The method was evaluated on four datasets (Dow, M5, Tourism-L, Wiki) across four HTSF models (HAILS, HierE2E, SHARQ, DeepAR).

• Deterministic Forecasting (Point Estimates):

  • Cross-Variable Importance: Subtree approximation improved External Variable Detection Accuracy (EVDA) by 40.4% and Importance Accuracy Score (IAS) by 62.0% on the Dow dataset compared to baselines without subtree approximation.
  • Same-Variable Importance: Showed consistent improvements (e.g., +12.3% on Dow, +8.0% on M5).
  • Best Performer: Gradient-based methods (Integrated Gradients) combined with Subtree Approximation yielded the best results.

• Probabilistic Forecasting (Uncertainty):

  • The method successfully adapted to quantile-based explanations.
  • Subtree approximation improved performance in roughly 80% of probabilistic cases.
  • The 90th quantile showed the most significant relative improvement, indicating the method effectively explains tail risks and uncertainty drivers.

• Scalability & Efficiency:

  • Time Complexity: The proposed method reduced runtime significantly. For the full Dow hierarchy, explanation time dropped from 6,114 seconds (naive approach) to 123.5 seconds (Subtree Approximation).
  • Scalability: Performance degradation was minimal as hierarchy depth increased, unlike baseline methods which suffered significant accuracy drops.

5. Significance and Case Studies

The paper demonstrates that explainability is not just an academic exercise but a practical necessity for industrial adoption.
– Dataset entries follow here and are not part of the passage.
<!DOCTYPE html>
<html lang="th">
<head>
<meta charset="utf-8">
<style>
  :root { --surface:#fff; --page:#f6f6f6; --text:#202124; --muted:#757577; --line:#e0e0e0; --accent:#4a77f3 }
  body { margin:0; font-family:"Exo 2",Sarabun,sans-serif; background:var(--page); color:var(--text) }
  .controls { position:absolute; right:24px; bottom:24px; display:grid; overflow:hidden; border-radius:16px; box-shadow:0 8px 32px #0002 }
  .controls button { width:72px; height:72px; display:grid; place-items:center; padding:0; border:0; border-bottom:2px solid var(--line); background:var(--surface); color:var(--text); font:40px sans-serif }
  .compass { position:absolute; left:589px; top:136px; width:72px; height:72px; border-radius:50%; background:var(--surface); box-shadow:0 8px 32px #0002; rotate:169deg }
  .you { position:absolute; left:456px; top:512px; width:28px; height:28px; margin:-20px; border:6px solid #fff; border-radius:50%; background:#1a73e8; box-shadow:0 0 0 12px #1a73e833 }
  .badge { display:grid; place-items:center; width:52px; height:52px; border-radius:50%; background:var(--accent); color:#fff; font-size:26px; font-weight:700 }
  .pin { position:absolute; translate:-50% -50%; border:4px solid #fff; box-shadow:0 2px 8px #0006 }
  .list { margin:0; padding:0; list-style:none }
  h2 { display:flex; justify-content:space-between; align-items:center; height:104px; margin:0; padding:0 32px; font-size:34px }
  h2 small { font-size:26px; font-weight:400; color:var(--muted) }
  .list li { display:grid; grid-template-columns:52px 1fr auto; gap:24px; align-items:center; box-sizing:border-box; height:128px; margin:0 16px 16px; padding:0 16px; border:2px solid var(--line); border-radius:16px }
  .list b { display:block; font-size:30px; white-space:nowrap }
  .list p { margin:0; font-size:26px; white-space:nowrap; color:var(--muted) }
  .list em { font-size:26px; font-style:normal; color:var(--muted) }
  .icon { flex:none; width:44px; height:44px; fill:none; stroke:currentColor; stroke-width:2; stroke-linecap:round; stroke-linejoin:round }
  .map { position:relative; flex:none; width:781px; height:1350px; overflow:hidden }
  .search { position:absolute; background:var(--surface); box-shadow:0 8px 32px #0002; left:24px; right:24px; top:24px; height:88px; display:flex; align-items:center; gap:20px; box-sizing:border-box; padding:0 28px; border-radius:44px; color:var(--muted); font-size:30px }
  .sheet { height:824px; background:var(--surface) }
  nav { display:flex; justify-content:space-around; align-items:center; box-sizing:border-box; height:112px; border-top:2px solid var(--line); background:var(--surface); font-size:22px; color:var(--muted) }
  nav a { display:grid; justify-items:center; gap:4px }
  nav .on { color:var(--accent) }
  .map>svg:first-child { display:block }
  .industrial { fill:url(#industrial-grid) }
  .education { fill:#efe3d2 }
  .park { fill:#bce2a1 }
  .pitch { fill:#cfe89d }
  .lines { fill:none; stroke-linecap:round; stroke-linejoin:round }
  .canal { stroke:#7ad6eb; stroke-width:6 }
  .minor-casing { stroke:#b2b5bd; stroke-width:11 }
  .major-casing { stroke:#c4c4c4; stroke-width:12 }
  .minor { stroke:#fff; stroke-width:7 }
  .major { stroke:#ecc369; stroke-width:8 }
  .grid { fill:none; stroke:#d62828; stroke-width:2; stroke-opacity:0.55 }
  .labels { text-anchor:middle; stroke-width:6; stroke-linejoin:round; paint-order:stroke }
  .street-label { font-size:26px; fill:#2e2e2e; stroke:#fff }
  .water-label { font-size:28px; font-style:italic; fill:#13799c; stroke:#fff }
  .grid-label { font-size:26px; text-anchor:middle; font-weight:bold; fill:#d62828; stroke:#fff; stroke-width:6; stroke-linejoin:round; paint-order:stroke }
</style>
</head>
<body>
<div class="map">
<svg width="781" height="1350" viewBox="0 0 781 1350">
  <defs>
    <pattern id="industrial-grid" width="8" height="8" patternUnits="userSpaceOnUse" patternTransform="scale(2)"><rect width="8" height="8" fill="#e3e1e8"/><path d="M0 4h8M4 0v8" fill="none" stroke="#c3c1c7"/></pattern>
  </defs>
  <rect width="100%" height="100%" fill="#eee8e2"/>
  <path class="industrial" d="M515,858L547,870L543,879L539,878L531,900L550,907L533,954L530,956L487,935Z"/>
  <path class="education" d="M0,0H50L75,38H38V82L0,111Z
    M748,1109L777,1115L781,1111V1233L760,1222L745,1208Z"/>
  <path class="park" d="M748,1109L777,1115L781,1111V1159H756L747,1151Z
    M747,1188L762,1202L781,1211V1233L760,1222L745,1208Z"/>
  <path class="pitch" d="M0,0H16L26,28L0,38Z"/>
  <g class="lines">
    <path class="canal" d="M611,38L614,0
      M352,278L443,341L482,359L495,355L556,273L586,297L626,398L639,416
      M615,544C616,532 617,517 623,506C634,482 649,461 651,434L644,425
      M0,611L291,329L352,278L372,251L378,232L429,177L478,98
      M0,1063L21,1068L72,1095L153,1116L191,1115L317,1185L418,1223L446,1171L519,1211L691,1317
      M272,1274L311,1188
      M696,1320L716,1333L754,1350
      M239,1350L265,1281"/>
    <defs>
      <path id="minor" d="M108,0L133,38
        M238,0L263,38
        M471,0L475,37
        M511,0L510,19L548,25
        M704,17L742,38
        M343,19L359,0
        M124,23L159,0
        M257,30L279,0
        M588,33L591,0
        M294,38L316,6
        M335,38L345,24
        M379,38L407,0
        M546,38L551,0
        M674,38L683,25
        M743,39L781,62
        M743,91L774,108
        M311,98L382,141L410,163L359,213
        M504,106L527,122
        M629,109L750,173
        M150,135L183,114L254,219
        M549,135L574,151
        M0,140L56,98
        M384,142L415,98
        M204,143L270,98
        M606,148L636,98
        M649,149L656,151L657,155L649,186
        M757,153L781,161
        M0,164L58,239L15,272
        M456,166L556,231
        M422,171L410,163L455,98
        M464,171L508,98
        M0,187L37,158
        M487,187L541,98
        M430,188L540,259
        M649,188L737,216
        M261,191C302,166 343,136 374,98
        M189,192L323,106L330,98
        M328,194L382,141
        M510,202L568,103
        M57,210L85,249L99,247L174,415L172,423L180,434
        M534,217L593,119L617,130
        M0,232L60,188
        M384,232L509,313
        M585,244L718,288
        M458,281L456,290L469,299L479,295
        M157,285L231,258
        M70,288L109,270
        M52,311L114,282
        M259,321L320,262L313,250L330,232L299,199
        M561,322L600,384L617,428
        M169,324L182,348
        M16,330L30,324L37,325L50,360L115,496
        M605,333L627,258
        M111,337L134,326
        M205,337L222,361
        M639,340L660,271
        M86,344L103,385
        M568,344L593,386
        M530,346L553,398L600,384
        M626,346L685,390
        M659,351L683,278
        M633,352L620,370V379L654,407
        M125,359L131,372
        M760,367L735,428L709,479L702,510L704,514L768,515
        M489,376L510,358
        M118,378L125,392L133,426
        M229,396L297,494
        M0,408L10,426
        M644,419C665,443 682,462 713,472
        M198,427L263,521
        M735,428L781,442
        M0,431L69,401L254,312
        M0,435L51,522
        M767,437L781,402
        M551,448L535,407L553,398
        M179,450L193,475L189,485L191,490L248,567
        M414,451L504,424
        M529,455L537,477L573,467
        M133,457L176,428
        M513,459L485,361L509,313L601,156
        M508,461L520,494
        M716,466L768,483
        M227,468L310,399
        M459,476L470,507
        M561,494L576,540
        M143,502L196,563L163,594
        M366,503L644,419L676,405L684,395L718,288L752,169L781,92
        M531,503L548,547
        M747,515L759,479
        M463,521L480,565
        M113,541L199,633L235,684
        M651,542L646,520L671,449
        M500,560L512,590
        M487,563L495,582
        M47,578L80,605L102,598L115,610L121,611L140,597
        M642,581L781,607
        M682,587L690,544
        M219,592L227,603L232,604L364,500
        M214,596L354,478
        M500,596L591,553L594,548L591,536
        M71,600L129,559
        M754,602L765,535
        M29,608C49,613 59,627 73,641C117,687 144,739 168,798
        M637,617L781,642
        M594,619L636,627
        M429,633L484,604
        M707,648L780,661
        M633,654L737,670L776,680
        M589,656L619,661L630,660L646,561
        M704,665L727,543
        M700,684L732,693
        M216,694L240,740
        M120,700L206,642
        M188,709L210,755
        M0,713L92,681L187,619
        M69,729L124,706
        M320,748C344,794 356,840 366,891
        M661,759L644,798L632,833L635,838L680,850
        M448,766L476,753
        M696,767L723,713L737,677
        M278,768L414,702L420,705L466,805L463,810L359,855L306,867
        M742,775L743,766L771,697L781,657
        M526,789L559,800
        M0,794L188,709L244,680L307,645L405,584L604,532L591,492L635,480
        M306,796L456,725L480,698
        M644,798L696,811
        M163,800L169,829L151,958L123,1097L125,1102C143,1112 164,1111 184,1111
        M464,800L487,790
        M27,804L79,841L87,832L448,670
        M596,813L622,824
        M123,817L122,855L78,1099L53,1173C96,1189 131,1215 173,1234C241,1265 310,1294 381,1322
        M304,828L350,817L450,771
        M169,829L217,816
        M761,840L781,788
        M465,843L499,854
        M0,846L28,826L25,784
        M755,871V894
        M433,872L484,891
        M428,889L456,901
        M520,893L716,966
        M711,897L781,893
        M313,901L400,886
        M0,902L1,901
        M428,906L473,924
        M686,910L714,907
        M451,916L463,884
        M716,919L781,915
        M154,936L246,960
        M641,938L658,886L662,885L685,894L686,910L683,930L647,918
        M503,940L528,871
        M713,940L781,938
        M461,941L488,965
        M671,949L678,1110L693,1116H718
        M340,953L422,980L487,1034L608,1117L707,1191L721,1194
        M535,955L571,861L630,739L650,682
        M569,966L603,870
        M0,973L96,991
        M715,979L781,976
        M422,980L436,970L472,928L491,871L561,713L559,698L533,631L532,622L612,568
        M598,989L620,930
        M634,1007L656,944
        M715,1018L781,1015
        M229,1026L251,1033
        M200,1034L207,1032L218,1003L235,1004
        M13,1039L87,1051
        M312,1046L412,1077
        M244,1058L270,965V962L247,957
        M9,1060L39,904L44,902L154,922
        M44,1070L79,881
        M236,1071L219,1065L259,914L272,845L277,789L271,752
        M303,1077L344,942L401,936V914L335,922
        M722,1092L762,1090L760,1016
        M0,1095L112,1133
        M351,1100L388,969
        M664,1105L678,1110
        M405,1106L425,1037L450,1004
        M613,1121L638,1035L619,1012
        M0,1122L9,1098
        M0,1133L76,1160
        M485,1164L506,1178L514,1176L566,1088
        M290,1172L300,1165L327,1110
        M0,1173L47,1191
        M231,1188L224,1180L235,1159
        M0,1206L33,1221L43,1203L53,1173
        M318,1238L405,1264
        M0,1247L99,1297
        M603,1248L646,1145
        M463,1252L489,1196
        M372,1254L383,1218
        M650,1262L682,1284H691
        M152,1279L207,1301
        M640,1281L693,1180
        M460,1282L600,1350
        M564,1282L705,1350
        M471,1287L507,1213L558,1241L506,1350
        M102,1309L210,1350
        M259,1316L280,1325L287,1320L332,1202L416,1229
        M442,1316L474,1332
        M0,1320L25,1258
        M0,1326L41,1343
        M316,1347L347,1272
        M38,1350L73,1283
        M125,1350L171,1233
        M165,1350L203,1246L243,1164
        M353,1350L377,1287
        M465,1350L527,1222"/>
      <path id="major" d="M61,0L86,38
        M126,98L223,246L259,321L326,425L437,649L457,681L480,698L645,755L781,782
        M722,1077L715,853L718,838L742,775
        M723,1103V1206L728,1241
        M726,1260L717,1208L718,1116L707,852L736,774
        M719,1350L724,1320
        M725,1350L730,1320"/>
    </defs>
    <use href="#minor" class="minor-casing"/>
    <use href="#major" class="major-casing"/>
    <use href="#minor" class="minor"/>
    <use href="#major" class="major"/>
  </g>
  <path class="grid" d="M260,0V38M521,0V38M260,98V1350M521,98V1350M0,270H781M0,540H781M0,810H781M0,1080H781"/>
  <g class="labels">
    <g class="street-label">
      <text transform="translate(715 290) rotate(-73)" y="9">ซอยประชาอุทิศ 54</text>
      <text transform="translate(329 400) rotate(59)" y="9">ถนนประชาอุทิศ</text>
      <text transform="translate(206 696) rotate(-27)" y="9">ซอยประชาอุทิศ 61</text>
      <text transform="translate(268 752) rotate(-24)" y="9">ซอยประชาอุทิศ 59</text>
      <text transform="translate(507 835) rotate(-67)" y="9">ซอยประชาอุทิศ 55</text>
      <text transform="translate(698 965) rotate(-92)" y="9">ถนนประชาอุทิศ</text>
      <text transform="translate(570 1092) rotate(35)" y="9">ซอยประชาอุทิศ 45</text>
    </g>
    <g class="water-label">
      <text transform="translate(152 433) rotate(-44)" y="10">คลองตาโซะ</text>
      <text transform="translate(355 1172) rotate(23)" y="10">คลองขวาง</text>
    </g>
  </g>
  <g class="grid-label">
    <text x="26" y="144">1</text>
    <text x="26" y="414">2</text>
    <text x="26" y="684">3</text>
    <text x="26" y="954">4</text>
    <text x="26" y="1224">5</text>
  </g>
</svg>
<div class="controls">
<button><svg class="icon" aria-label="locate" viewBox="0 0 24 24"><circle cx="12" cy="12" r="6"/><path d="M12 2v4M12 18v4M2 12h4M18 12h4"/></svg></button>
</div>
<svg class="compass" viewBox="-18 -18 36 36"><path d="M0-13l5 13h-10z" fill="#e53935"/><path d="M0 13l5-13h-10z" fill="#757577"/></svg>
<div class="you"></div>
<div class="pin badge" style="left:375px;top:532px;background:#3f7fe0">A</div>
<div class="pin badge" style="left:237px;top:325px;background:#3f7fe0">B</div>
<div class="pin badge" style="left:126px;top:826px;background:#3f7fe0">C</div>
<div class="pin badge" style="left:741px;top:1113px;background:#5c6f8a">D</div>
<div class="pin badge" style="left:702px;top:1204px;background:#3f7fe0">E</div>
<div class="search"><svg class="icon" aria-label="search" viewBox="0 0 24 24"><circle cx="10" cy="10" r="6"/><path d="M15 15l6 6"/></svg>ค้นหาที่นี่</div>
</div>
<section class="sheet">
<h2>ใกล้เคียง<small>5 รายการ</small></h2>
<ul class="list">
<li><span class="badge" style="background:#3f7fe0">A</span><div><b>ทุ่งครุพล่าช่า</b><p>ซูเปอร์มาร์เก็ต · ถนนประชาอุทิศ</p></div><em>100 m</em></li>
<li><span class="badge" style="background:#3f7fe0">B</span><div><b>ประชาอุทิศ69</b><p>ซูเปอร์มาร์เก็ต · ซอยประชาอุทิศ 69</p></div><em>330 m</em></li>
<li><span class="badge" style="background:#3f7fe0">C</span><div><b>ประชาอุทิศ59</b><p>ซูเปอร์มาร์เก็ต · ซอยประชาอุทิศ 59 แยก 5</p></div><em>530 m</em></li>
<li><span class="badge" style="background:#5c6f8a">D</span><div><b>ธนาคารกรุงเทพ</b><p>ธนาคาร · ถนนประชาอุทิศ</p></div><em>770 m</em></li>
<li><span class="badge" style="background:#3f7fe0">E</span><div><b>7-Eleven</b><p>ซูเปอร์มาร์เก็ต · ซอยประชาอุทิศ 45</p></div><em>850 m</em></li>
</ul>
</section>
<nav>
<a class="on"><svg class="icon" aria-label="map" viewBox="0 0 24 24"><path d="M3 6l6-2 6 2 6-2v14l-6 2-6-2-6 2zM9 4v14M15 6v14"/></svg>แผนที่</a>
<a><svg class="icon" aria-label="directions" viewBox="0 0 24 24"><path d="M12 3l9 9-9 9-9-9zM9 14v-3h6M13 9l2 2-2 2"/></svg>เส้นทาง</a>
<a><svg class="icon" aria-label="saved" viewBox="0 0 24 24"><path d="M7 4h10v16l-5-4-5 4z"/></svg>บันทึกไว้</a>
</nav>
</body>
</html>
• Case Study 1 (Trend Detection): The model correctly identified that a shift in housing product demand (post-2019 pandemic) was driven by historical upward trends in the data, aligning with domain expert knowledge.
• Case Study 2 (External Drivers): The system identified that a sudden drop in packaging demand was driven by a specific economic indicator (Consumer Price Index), validating the model's ability to link external variables to internal forecasts.
• Case Study 3 (Uncertainty Explanation): When a major customer relationship ended, causing periodic peaks to disappear, the model correctly attributed the resulting high forecast uncertainty to the conflict between old (periodic) and new (non-periodic) data patterns.

Conclusion:
This work bridges the gap between high-performance industrial forecasting and the need for transparency. By providing a scalable, accurate, and probabilistic-aware interpretability framework, it enables stakeholders to trust, debug, and strategically utilize hierarchical forecasting models in complex supply chain environments.